Siamo soliti dire che, dal punto di vista psico­logico, l'adozione non può mai essere a senso unico. L'adulto accoglie il bambino che non ha procreato e lo fa suo figlio, ma il bambino che en­tra nella vita di chi non lo ha concepito ha, a sua volta, il diritto di accettare o respingere l'adulto che gli si propone come padre o come madre. Se ciò è vero, se è vero che, a livello psicologico, non basta adottare ma occorre altresì farsi adot­tare, la reciprocità si propone anche a livello so­ciologico.

Quando uno di questi «cuccioli di sciacallo» come li chiamano in India, diventa parte della no­stra famiglia - generalmente borghese e bene­stante - non possiamo dire «Un bambino ieri sfortunato oggi è diventato un bambino fortuna­to», perché l'adozione è il coinvolgimento di due vite, anzi di due condizioni di vita. Se non siamo superficiali, non possiamo nasconderci che il mondo e l'ambiente ai quali apparteniamo e quel­li dai quali provengono i nostri figli asiatici si collocano oggi frontalmente, come su lati oppo­sti di una barricata: di qui l'area del benessere e dello sfruttamento, di là il mondo degli affama­ti e degli spogliati. Fatta questa constatazione, l'adozione di un bambino «diverso» per l'aspet­to fisico e il gruppo etnico, non deve assumere il significato di un involontario rito cannibalesco, nel senso di catturare vivo un avversario, appro­priarsene, farne un prigioniero di lusso e sacri­ficarlo spogliandolo di ogni identità. Inconscia eli­minazione di un avversario e inconscia afferma­zione di superiorità razziale e culturale.

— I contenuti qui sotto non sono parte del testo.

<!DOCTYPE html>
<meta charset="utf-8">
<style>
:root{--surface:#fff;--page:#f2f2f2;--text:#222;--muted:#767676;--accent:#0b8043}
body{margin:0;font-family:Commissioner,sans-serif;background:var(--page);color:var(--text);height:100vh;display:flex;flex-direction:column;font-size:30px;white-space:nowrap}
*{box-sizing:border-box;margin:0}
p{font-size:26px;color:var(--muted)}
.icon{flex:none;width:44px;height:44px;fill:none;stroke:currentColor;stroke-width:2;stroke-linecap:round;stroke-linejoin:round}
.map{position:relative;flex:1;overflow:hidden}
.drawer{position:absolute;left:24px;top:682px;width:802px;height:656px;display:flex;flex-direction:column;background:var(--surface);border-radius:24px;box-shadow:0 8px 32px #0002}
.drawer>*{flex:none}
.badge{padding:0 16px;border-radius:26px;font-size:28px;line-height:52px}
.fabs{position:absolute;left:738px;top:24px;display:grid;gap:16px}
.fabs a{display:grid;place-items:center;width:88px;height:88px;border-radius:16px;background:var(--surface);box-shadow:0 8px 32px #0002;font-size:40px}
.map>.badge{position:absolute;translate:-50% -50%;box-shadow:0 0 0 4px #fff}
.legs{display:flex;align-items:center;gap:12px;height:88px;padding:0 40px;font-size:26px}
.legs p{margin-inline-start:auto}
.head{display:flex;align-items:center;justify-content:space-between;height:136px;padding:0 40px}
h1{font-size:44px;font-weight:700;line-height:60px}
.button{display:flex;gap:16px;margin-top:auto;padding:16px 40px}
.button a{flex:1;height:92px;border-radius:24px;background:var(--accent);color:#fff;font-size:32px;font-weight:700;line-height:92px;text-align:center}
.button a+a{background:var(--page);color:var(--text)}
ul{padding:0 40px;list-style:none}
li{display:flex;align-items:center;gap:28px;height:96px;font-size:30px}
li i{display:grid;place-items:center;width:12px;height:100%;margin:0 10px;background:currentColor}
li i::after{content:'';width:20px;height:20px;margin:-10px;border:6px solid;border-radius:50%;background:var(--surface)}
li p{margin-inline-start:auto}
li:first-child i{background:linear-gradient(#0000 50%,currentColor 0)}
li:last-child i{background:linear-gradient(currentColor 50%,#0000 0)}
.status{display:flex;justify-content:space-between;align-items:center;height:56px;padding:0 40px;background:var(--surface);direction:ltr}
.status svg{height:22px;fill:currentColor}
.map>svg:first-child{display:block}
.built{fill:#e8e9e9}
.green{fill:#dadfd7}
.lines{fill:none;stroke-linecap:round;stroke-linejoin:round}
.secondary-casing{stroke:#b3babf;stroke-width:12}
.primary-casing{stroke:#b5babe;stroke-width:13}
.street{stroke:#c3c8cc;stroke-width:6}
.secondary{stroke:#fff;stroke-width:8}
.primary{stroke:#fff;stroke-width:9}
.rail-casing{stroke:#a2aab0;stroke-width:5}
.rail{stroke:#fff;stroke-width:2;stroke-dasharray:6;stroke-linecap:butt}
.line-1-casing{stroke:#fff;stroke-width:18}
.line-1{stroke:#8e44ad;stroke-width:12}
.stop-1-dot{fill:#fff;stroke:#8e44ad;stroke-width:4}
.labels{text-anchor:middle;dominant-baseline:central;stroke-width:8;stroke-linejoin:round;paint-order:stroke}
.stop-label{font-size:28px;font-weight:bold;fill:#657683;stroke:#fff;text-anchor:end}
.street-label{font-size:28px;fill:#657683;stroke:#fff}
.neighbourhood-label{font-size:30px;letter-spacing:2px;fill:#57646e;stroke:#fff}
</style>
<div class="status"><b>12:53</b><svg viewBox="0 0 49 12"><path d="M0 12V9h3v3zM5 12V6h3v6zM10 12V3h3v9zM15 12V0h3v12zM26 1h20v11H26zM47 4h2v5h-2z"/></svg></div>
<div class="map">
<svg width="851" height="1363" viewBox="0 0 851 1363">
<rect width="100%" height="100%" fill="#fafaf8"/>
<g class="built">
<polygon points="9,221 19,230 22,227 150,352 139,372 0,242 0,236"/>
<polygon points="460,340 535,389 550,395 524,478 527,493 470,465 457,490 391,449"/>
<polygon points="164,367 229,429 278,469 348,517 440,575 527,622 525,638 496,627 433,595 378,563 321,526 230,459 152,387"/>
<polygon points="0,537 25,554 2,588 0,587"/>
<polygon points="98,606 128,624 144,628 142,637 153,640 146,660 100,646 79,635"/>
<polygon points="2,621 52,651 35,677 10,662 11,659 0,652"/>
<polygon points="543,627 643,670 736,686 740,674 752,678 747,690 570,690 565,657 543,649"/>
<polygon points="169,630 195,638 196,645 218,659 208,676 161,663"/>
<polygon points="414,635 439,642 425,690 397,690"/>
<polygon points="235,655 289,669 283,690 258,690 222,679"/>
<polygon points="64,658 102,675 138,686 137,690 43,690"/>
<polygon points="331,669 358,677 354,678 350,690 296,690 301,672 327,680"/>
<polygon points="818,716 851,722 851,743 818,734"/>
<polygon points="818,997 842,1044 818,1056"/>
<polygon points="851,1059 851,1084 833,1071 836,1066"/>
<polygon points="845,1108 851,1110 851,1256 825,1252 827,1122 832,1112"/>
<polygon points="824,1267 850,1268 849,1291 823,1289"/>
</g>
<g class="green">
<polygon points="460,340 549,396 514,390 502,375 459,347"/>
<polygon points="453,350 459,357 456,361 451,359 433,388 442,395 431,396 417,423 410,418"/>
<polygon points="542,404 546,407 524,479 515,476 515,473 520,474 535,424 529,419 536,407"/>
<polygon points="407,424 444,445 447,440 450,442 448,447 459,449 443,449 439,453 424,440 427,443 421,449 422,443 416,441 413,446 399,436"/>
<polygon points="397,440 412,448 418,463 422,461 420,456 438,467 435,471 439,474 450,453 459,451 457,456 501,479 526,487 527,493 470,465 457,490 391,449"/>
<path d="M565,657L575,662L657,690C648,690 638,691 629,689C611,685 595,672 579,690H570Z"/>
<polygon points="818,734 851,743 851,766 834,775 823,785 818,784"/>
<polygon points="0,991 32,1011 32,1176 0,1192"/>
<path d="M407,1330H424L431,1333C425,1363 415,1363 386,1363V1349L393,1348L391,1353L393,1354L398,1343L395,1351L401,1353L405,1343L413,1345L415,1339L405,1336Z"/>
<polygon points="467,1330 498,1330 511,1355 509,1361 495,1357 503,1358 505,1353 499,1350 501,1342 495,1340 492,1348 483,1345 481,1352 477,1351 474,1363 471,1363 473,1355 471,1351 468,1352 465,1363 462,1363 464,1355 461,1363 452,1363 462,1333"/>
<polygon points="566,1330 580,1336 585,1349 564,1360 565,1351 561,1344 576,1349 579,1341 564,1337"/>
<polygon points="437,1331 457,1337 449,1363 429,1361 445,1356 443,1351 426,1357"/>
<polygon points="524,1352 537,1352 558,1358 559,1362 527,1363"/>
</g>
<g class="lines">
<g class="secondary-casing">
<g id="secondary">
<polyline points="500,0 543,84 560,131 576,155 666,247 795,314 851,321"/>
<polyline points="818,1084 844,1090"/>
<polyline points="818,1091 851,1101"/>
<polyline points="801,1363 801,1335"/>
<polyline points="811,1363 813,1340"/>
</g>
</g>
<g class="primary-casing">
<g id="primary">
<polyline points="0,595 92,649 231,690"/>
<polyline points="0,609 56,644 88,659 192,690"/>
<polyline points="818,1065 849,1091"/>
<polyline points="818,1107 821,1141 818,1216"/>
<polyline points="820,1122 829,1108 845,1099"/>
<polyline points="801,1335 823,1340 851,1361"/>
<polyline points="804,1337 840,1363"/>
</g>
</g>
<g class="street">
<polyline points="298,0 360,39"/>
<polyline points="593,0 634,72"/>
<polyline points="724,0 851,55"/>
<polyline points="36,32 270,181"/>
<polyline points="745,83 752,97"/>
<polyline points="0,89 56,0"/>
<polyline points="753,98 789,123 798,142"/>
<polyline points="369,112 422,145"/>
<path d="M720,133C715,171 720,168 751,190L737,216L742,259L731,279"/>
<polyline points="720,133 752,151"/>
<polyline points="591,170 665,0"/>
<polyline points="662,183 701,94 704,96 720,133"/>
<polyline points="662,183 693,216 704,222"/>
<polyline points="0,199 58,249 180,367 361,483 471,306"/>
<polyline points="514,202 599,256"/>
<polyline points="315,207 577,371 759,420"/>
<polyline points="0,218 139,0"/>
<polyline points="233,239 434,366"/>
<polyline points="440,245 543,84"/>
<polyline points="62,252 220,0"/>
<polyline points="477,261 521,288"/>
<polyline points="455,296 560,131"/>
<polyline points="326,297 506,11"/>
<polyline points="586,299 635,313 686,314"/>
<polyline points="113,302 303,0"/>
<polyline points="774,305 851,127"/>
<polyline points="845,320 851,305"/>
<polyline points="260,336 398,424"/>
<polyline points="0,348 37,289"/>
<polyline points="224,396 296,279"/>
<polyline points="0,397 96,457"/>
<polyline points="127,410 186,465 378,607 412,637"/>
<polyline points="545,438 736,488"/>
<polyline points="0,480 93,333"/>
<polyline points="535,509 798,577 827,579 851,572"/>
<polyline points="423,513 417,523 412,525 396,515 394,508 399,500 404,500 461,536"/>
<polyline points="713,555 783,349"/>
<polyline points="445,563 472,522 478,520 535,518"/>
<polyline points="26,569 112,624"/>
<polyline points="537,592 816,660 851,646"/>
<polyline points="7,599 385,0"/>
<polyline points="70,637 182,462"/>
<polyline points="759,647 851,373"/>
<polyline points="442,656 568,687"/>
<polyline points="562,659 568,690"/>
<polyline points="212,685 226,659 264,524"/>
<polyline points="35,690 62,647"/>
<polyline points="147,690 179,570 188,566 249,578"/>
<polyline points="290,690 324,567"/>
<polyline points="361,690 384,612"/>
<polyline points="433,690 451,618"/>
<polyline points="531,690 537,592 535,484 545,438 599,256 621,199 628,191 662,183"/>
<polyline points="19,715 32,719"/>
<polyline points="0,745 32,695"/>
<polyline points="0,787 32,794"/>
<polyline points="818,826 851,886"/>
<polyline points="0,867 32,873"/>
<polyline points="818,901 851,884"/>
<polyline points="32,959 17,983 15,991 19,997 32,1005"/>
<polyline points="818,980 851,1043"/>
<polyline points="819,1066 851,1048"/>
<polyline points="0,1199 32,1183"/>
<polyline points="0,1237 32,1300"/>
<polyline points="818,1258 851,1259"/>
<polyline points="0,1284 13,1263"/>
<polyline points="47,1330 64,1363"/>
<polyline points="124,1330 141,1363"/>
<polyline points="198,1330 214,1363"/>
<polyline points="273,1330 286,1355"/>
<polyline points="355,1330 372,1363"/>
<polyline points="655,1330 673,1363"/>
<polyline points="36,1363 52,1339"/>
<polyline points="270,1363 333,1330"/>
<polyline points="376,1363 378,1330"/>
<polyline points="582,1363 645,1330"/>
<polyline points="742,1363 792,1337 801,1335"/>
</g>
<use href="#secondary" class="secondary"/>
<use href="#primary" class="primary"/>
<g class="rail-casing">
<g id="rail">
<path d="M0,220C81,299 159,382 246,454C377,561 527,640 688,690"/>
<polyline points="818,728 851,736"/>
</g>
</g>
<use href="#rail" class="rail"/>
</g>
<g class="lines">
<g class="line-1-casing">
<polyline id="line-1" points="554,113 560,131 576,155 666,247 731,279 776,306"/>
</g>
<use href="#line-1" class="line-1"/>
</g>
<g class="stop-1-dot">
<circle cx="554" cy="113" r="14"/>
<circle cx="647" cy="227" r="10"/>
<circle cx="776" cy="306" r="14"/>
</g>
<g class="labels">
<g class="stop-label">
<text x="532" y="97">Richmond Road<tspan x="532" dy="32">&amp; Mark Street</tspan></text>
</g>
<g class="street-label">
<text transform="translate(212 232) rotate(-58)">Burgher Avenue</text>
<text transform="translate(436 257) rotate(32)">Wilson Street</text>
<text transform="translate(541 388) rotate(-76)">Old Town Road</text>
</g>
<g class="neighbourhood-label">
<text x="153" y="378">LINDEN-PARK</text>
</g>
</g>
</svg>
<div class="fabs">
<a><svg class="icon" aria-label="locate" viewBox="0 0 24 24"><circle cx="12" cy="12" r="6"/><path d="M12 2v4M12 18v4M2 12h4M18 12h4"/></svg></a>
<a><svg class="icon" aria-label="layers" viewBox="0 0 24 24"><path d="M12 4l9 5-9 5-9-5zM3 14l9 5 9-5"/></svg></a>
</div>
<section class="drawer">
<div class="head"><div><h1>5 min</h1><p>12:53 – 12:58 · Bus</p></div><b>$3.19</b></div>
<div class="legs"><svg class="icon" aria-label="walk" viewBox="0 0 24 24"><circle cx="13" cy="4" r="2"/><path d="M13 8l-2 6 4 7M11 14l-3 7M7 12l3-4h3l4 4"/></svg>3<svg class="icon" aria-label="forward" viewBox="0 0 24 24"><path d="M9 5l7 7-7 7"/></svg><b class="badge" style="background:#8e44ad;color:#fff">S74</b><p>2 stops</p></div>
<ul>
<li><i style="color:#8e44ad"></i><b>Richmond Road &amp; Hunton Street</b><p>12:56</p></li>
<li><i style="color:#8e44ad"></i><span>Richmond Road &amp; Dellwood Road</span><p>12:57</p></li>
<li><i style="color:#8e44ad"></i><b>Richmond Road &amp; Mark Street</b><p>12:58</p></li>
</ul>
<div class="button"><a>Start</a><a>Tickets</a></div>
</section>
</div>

Molti di noi si sono chiesti se l'iniziativa del CIAI, pur strappando alcune creature da una con­dizione di semplice sopravvivenza in istituto non rischi di ridursi a un'attività assistenziale, co­stituendo così un alibi sia per chi adotta, sia per a società opulenta che accoglie questi bambini. Molti di noi si sono chiesti se l'adozione inter­razziale non rischi di allontanare nel tempo solu­zioni politiche più radicati ma in definitiva mi­gliori. La risposta è che un reale inserimento vi­tale di molti bambini nel loro Paese d'origine verrebbe dopo evoluzioni sociali talmente lente che, nel frattempo, intere generazioni sarebbero generazioni di sradicati all'interno della loro stes­sa famiglia umana più naturale. L'iniziativa tut­tavia è valida nella misura in cui diventa, qui e là, anche una provocazione politica. La presenza di figli così «diversi» che domani potrebbero essere i nostri accusatori è forse la premessa a quel contributo rivoluzionario - una diversa di­visione dei pesi, dei beni, del potere - che l'u­manità si attende da ciascuno di noi.